Saved data entries
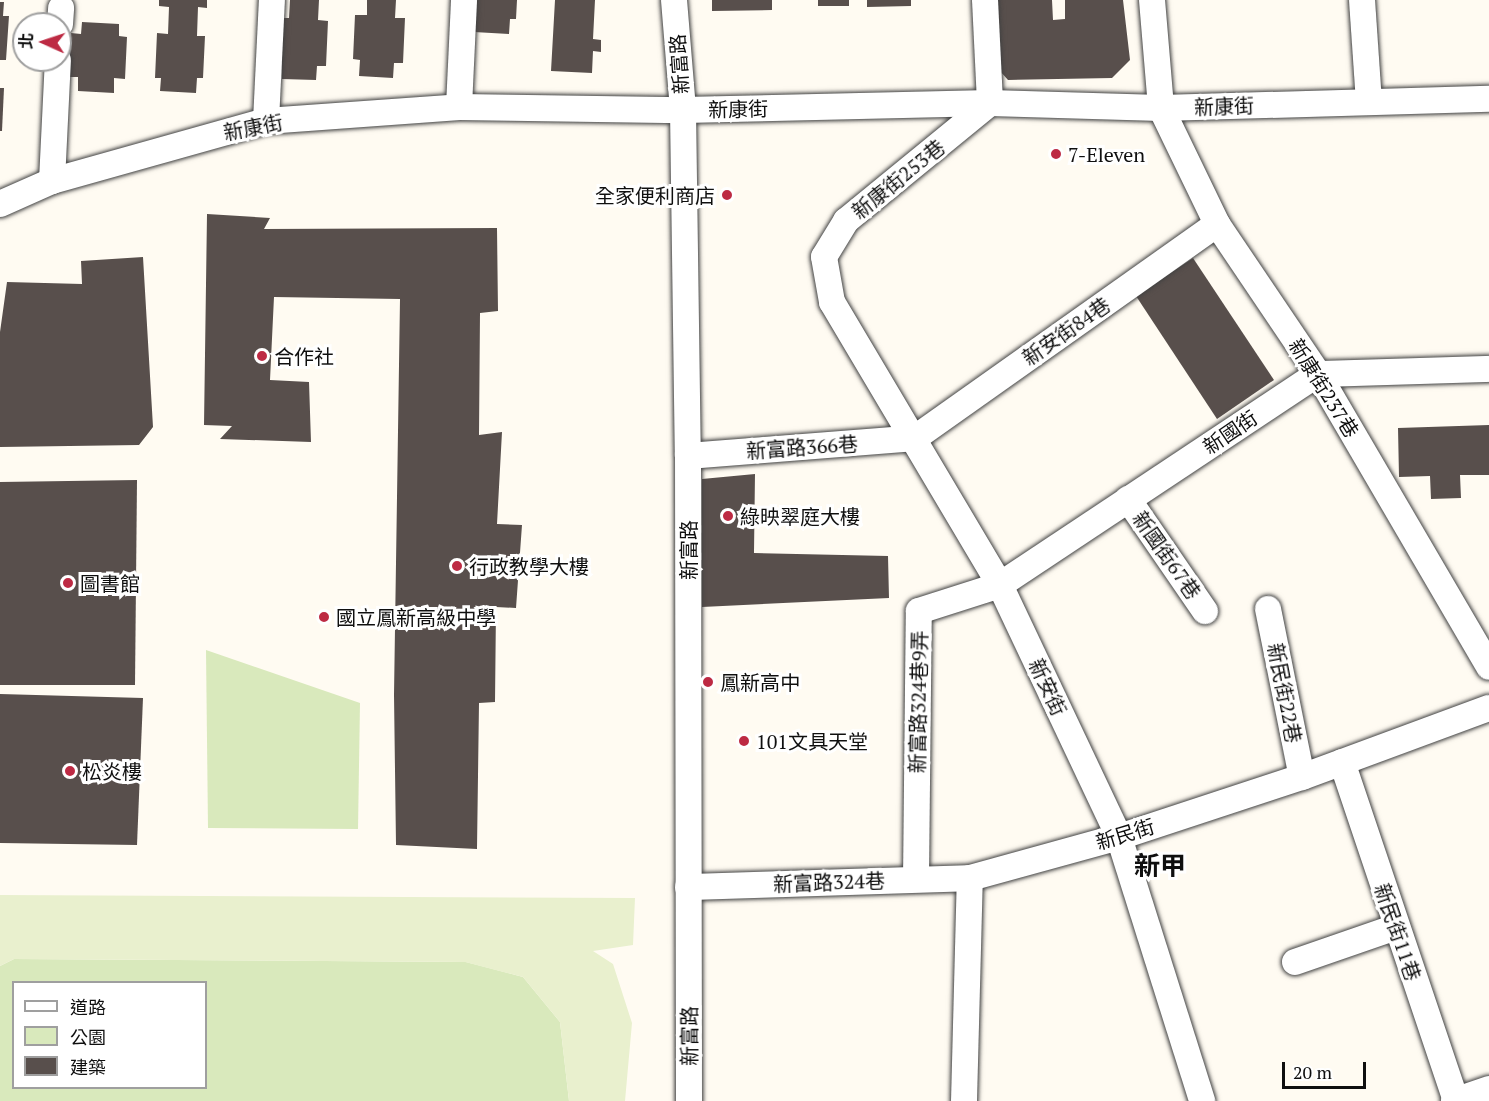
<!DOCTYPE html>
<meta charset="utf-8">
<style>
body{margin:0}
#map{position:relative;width:1489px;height:1101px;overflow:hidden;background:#fffbf2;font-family:"PT Serif","Noto Sans TC",serif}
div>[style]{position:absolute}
.green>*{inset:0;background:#d9e9bc}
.pitch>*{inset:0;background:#e9f0ce}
.building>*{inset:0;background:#584f4c}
.roads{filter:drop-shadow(0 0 2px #424242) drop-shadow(0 0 2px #424242)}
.street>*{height:26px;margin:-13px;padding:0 13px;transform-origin:13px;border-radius:13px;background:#fff}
.dots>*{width:16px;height:16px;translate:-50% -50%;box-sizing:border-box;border:3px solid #fff;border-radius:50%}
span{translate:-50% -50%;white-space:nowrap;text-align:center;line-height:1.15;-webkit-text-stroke:6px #fff;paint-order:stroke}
.street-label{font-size:20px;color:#0f0f0f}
.poi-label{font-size:20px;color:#0f0f0f}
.left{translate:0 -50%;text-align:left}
.right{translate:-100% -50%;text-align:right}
.district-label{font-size:26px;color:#0f0f0f;font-weight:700}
.legend{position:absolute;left:12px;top:981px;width:195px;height:108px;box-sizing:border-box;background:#fff;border:2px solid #9f9f9f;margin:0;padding:8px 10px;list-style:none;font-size:18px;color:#0f0f0f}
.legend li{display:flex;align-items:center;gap:12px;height:30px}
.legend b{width:30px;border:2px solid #9f9f9f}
.north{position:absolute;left:12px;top:12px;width:60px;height:60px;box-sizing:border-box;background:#fff;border:2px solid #9f9f9f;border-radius:50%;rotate:273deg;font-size:16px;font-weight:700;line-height:24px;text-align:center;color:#0f0f0f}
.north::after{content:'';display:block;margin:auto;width:21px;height:27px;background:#bd2a43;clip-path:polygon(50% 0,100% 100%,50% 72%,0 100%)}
.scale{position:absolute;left:1282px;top:1062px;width:84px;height:27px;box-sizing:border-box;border:3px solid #0f0f0f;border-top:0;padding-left:8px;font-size:18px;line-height:21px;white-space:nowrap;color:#0f0f0f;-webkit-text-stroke:4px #fff;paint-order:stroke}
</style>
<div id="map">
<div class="green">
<div style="clip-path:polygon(206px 650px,360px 703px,358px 829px,208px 828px)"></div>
<div style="clip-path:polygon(evenodd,14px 959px,466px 962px,523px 977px,560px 1022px,569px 1101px,0 1101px,0 966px,14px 959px,14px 982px,206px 982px,206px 1088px,14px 1088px,14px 982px)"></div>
</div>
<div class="pitch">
<div style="clip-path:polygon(0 895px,635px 898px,633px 945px,593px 951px,613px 964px,632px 1023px,625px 1101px,569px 1101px,560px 1022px,523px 977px,465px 962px,14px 959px,0 966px)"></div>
</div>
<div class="building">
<div style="clip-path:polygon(159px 0,207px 0,207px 8px,198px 7px,197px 36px,205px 36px,203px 78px,197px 78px,196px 93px,160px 91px,161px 78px,155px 78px,157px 33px,168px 34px,169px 7px,159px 6px)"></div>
<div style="clip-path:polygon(290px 0,319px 0,318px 20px,328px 21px,326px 66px,317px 66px,316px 80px,282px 79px,282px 63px,275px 62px,278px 18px,289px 18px)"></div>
<div style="clip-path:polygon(367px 0,396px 0,395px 18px,405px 18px,403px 63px,394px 63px,393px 78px,359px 76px,360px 60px,353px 59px,355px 15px,367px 15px)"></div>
<div style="clip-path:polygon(469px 0,517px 0,516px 19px,510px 19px,509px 34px,474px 32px)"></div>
<div style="clip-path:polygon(555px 0,595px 0,593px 39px,601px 40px,601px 52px,593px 51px,592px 73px,551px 71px)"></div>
<div style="clip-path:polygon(712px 0,772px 0,772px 10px,712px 11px)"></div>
<div style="clip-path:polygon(818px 0,849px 0,849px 6px,818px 6px)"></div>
<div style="clip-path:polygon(867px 0,911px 0,911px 6px,867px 7px)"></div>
<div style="clip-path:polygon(989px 0,1052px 0,1053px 20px,1065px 19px,1065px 0,1123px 0,1130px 60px,1112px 78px,1008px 80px,992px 62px)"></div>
<div style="clip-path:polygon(0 2px,4px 2px,3px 16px,9px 16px,6px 60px,0 60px)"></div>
<div style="clip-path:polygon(82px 22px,119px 24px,119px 36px,127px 37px,125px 79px,114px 78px,114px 93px,78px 91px,78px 77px,69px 77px,71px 33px,81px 34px)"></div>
<div style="clip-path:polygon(0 88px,4px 88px,2px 131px,0 131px)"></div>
<div style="clip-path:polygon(207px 214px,270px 218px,264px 229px,497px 228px,498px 311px,480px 313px,479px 435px,502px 432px,497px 524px,522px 525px,516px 608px,496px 607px,495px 702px,479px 703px,477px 849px,396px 845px,394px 695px,400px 299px,274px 297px,270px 380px,309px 382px,311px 442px,220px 439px,232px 426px,204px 425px)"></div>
<div style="clip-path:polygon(143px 257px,153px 427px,139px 445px,0 447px,0 332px,7px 282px,82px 284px,81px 261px)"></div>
<div style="clip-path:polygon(1193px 258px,1274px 380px,1217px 419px,1136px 296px)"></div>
<div style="clip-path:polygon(1489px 425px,1489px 475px,1460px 475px,1461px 498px,1431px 499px,1430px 476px,1399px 477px,1398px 428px)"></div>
<div style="clip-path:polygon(755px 474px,754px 553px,888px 556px,889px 598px,702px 607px,702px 479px)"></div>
<div style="clip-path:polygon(137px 480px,135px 685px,0 685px,0 482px)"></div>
<div style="clip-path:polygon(0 694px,143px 698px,137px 845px,0 843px)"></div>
</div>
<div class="roads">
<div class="street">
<div style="left:674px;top:0;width:110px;rotate:85.3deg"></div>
<div style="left:683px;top:110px;width:346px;rotate:89.2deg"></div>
<div style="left:688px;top:456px;width:645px;rotate:89.91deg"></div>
<div style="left:985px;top:0;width:103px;rotate:87.2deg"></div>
<div style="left:990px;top:103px;width:186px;rotate:140.7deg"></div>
<div style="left:846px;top:221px;width:42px;rotate:121.4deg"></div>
<div style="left:824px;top:257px;width:46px;rotate:79.9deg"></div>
<div style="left:832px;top:302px;width:329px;rotate:59.3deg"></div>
<div style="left:1000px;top:585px;width:279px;rotate:64.7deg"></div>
<div style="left:1119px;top:837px;width:277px;rotate:72.5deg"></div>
<div style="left:1152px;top:0;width:108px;rotate:85.2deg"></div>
<div style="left:1161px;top:108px;width:129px;rotate:64.2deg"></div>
<div style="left:1217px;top:224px;width:181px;rotate:56deg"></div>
<div style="left:1318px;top:374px;width:339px;rotate:59.7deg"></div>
<div style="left:1362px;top:0;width:102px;rotate:86.1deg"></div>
<div style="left:60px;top:24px;width:16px;rotate:-86deg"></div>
<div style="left:459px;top:107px;width:107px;rotate:-87.3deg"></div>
<div style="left:266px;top:121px;width:121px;rotate:-87.2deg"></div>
<div style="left:52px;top:181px;width:121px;rotate:-87.2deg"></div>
<div style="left:0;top:204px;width:57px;rotate:-23.9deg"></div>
<div style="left:52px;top:181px;width:222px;rotate:-15.7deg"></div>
<div style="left:266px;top:121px;width:194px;rotate:-4.1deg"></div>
<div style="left:459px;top:107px;width:224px;rotate:0.8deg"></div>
<div style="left:683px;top:110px;width:307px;rotate:-1.3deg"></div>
<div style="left:990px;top:103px;width:171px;rotate:1.7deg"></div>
<div style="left:1161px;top:108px;width:328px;rotate:-1.6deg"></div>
<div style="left:688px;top:456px;width:228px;rotate:-4.5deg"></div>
<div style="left:915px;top:438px;width:370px;rotate:-35.3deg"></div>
<div style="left:1128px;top:499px;width:136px;rotate:55.5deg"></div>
<div style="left:1268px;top:609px;width:171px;rotate:78.6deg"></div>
<div style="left:1342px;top:762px;width:357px;rotate:71.4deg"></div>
<div style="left:916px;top:879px;width:268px;rotate:-89.4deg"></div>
<div style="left:919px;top:611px;width:85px;rotate:-17.8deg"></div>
<div style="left:1000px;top:585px;width:382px;rotate:-33.6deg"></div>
<div style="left:1318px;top:374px;width:171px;rotate:-1.7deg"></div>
<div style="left:688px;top:887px;width:282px;rotate:-1.8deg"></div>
<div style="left:1295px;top:962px;width:107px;rotate:-19.1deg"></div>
<div style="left:964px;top:1101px;width:223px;rotate:-88.5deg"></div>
<div style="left:970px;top:878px;width:155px;rotate:-15.4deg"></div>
<div style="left:1119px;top:837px;width:193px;rotate:-18.2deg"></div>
<div style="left:1302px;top:777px;width:199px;rotate:-20.3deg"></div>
<div style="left:1454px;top:1101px;width:37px;rotate:-19deg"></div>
</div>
</div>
<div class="dots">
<div style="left:1056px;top:154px;background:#bd2a43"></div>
<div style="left:727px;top:195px;background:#bd2a43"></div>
<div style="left:262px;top:356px;background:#bd2a43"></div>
<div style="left:728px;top:516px;background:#bd2a43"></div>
<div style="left:457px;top:566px;background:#bd2a43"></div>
<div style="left:68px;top:583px;background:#bd2a43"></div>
<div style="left:324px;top:617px;background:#bd2a43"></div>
<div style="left:708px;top:682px;background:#bd2a43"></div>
<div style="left:744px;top:741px;background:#bd2a43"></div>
<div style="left:70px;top:771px;background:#bd2a43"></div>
</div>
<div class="street-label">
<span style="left:679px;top:64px;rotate:-94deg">新富路</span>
<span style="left:1224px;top:106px;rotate:-2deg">新康街</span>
<span style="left:738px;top:109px;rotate:-1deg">新康街</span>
<span style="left:253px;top:127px;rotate:-11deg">新康街</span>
<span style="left:898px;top:179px;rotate:-39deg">新康街253巷</span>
<span style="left:1066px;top:331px;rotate:-35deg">新安街84巷</span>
<span style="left:1324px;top:388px;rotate:58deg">新康街237巷</span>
<span style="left:1230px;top:432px;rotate:-34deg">新國街</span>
<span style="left:802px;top:447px;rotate:-4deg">新富路366巷</span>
<span style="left:688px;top:550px;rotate:-90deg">新富路</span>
<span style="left:1167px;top:555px;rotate:55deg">新國街67巷</span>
<span style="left:1048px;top:687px;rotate:65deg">新安街</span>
<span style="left:1285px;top:693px;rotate:79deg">新民街22巷</span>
<span style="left:918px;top:702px;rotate:-89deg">新富路324巷9弄</span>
<span style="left:1125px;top:834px;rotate:-17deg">新民街</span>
<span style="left:829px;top:882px;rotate:-2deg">新富路324巷</span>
<span style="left:1398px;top:932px;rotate:71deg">新民街11巷</span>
<span style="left:689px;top:1036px;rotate:-90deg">新富路</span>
</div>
<div class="poi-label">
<span class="left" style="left:1068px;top:154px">7-Eleven</span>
<span class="right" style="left:715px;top:195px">全家便利商店</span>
<span class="left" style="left:274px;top:356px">合作社</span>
<span class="left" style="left:740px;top:516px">綠映翠庭大樓</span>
<span class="left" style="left:469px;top:566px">行政教學大樓</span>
<span class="left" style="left:80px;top:583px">圖書館</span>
<span class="left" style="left:336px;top:617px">國立鳳新高級中學</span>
<span class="left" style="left:720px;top:682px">鳳新高中</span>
<span class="left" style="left:756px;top:741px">101文具天堂</span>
<span class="left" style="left:82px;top:771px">松炎樓</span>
</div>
<div class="district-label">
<span style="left:1160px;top:866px">新甲</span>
</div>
<ul class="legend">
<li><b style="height:8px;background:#fff"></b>道路</li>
<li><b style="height:16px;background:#d9e9bc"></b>公園</li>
<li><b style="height:16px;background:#584f4c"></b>建築</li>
</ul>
<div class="north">北</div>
<div class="scale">20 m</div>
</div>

TASK GOAL: Every line from the top of the records above to the line with "2px #424242) drop-shadow(0", inclusive, should be duplicated exactly, minus the pictures.

WORKED SOLUTION:
<!DOCTYPE html>
<meta charset="utf-8">
<style>
body{margin:0}
#map{position:relative;width:1489px;height:1101px;overflow:hidden;background:#fffbf2;font-family:"PT Serif","Noto Sans TC",serif}
div>[style]{position:absolute}
.green>*{inset:0;background:#d9e9bc}
.pitch>*{inset:0;background:#e9f0ce}
.building>*{inset:0;background:#584f4c}
.roads{filter:drop-shadow(0 0 2px #424242) drop-shadow(0 0 2px #424242)}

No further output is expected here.